L'offre restreinte et les récoltes moins favorables renchérissent l'alimentation animale
Les perturbations des exportations en mer Noire, la disponibilité réduite et la dégradation des récoltes attendues ont fait monter les prix européens des céréales et des tourteaux de soja et de colza. La vigueur de l'euro a limité la hausse du soja, tandis que le fret a accru la pression sur d'autres ingrédients.
La mer Noire entretient une prime de risque
Les prix européens des ingrédients pour l'alimentation animale ont augmenté durant la semaine, tirés par les céréales et les tourteaux de soja et de colza. Varkensbedrijf a également signalé des tensions sur le tourteau de tournesol, les drêches de maïs DDGS et plusieurs matières premières riches en fibres. Selon ForFarmers, les tensions géopolitiques, les perspectives de récolte décevantes et la disponibilité limitée soutiennent le marché, même si la vigueur de l'euro modère la hausse du tourteau de soja en Europe.
Les céréales ont prolongé leur progression après les attaques contre des installations portuaires russes et ukrainiennes, qui ont perturbé les flux d'exportation. ForFarmers indique que les exportations russes de blé en août sont tombées à leur plus bas niveau depuis 2010. Les exportations ukrainiennes de céréales pourraient parallèlement atteindre leur plus bas niveau depuis avril 2022. Cette incertitude pousse importateurs et négociants à étudier des origines alternatives, notamment la France, la Roumanie et les pays baltes.
ForFarmers estime qu'une prime de risque restera intégrée aux prix des céréales jusqu'à la normalisation des exportations de la mer Noire.

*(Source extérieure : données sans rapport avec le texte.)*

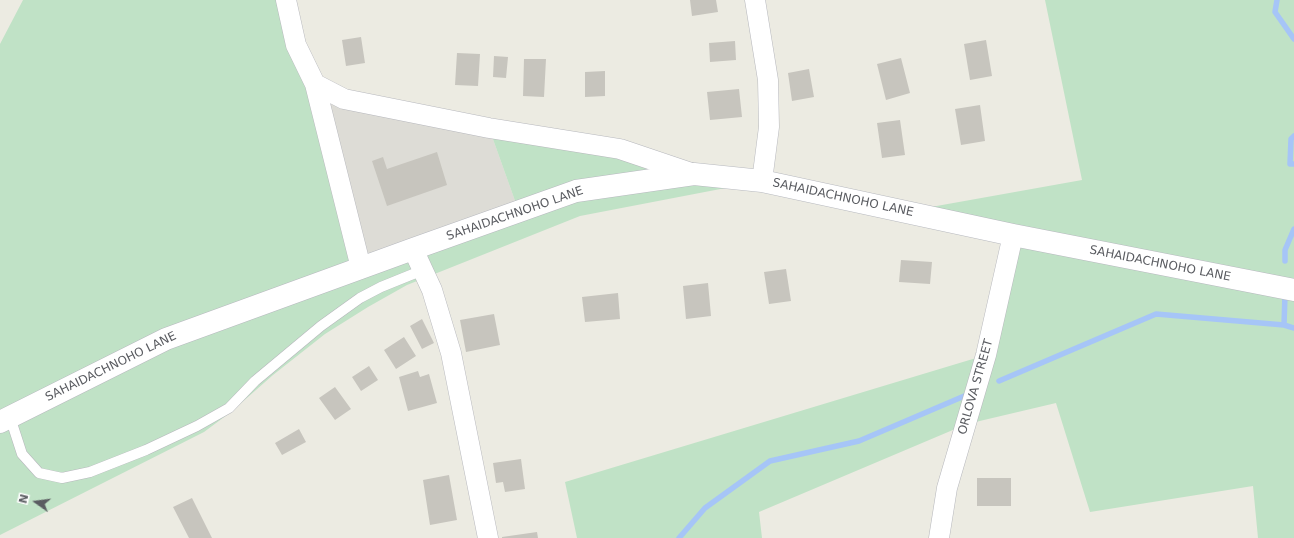 <!DOCTYPE html>
<html>
<head>
<meta charset="utf-8">
<style>
  body { margin:0 }
  #map { position:relative; width:1294px; height:538px; overflow:hidden; background:#ecebe2; font-family:"DejaVu Sans",sans-serif }
  canvas { display:block }
  .north { position:absolute; left:16px; top:482px; width:40px; height:40px; -webkit-text-stroke:3px #fff; paint-order:stroke; rotate:284deg; font-size:11px; font-weight:700; line-height:16px; text-align:center; color:#5a5c61 }
  .north::after { content:''; display:block; margin:auto; width:14px; height:18px; background:#5a5c61; clip-path:polygon(50% 0,100% 100%,50% 72%,0 100%) }
</style>
</head>
<body>
<div id="map">
<canvas width="1294" height="538"></canvas>
<div class="north">N</div>
</div>
<script>
const ctx = document.querySelector('canvas').getContext('2d');
ctx.lineJoin = 'round';
function fill(path, color) { ctx.fillStyle = color; ctx.fill(path, 'evenodd'); }
const poly = rows => new Path2D(rows.map(r => 'M' + r).join(''));
function strokePath(path, color, width, dash) { ctx.strokeStyle = color; ctx.lineWidth = width; ctx.lineCap = dash ? 'butt' : 'round'; ctx.setLineDash(dash || []); ctx.stroke(path); }
function write(font, color, halo, rows, align = 'center') {
  ctx.font = font + ' "DejaVu Sans",sans-serif'; ctx.lineWidth = 3; ctx.setLineDash([]); ctx.textBaseline = 'middle'; ctx.strokeStyle = halo; ctx.fillStyle = color; for (const [text, x, y, turn = 0] of rows) {
    ctx.save(); ctx.translate(x, y); ctx.rotate((+turn || 0) * Math.PI / 180); ctx.textAlign = isNaN(turn) ? turn : align; if (halo) ctx.strokeText(text, 0, 0); ctx.fillText(text, 0, 0); ctx.restore();
  }
}
const industrial = poly([
  [315,84,489,128,519,212,361,268]
]);
const green = poly([
  [23,0,286,0,361,268,519,212,489,128,762,181,580,216,407,285,368,307,325,334,273,375,231,412,204,432,0,535,0,44],
  [1045,0,1294,0,1294,538,1258,538,1253,486,1090,512,1056,403,967,424,759,512,762,538,577,538,565,482,986,355,1013,235,903,212,1082,180]
]);
const stream = poly([
  [1277,0,1275,12,1294,39],
  [1294,136,1291,139,1290,164,1294,164],
  [1285,261,1285,250,1294,229],
  [1285,295,1284,325,1294,328],
  [999,381,1156,314,1284,325],
  [679,538,705,508,770,461,859,441,969,394]
]);
const building = poly([
  [690,0,716,0,718,12,692,16],
  [361,37,365,63,346,66,342,40],
  [986,40,992,76,970,80,964,44],
  [735,41,736,60,710,62,709,43],
  [457,53,480,54,478,86,455,85],
  [494,56,508,57,506,78,493,77],
  [901,58,910,93,886,100,877,64],
  [524,59,546,59,544,97,523,96],
  [809,69,814,97,792,101,788,73],
  [605,71,605,96,585,97,585,72],
  [739,89,742,117,710,120,707,92],
  [980,105,985,141,961,145,955,109],
  [900,120,905,155,882,158,877,123],
  [437,152,447,185,387,206,372,161,383,157,387,169],
  [901,260,932,262,930,284,899,282],
  [786,269,791,301,769,304,764,272],
  [708,283,711,316,686,319,683,286],
  [618,293,620,319,585,322,582,297],
  [494,314,500,345,466,352,460,320],
  [422,319,434,343,422,349,410,326],
  [404,337,416,356,396,369,384,350],
  [369,366,378,380,361,391,352,377],
  [418,371,420,377,429,374,437,403,408,411,399,377],
  [335,387,351,409,335,420,319,398],
  [299,429,306,442,282,455,275,443],
  [521,459,525,489,505,492,503,482,496,483,493,463],
  [449,475,457,520,430,525,423,480],
  [977,478,1011,478,1011,506,977,506],
  [192,498,212,538,189,538,173,507],
  [537,532,538,538,502,538,502,537]
]);
const lane = poly([
  [10,417,22,454,39,473,62,478,90,472,146,450,197,426,229,408,255,381,321,326,360,298,381,287,423,270]
]);
const street = poly([
  [286,0,296,45,315,84],
  [755,0,768,80,769,127,762,181],
  [413,249,432,290,451,353,488,538],
  [361,268,315,84,344,99,489,128,620,149,694,174],
  [939,538,947,488,986,355,1013,235]
]);
const secondary = poly([
  [0,422,166,339,413,249,576,191,694,174,762,181,1013,235,1294,290]
]);
const streetNames = [
  ["SAHAIDACHNOHO LANE",843,198,12],
  ["SAHAIDACHNOHO LANE",515,214,-19],
  ["SAHAIDACHNOHO LANE",1160,264,11],
  ["SAHAIDACHNOHO LANE",111,367,-26],
  ["ORLOVA STREET",976,387,-74]
];
fill(industrial, '#dddcd6');
fill(green, '#c0e2c6');
strokePath(stream, '#a6c5f7', 5.5);
fill(building, '#c7c5be');
strokePath(lane, '#b7b8bd', 11);
strokePath(street, '#b7b8bd', 21);
strokePath(secondary, '#b7b9bf', 23);
strokePath(lane, '#fff', 10);
strokePath(street, '#fff', 20);
strokePath(secondary, '#fff', 22);
write('12px', '#5a5c61', '#fff', streetNames);
</script>
</body>
</html>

Les perspectives de récolte du maïs américain apportent un soutien supplémentaire. Les résultats du Pro Farmer Crop Tour ont de nouveau été inférieurs à l'estimation de rendement actuelle de l'USDA, laissant le marché vulnérable à de nouvelles hausses.
Les tourteaux de soja et de colza augmentent
Selon ForFarmers, le tourteau de soja disponible à court terme a augmenté d'environ 15-20 € par tonne, contre environ 10 € par tonne pour les échéances plus lointaines. Les premiers résultats des inspections menées dans sept États américains ont signalé des rendements inférieurs aux précédentes prévisions de l'USDA, avec moins de graines par plante et une dégradation de l'état des cultures.
La récolte américaine de soja devrait rester importante, mais un volume inférieur aux attentes réduirait la possibilité de transformer simultanément de grandes quantités pour le biodiesel et d'accroître les ventes à la Chine. Les primes sur le soja sud-américain ont progressé en raison d'une offre plus limitée. Le marché des changes a apporté un répit aux acheteurs européens, le taux euro-dollar passant de 1,1530 à 1,1694.
Le tourteau de colza a lui aussi continué d'augmenter en raison de sa disponibilité restreinte. Les niveaux d'eau ont remonté ces derniers jours, mais restent, selon ForFarmers, insuffisants pour rétablir des livraisons normales de colza aux usines de trituration. L'approvisionnement des transformateurs restera donc difficile dans les prochaines semaines, répercutant la pénurie sur le prix du tourteau.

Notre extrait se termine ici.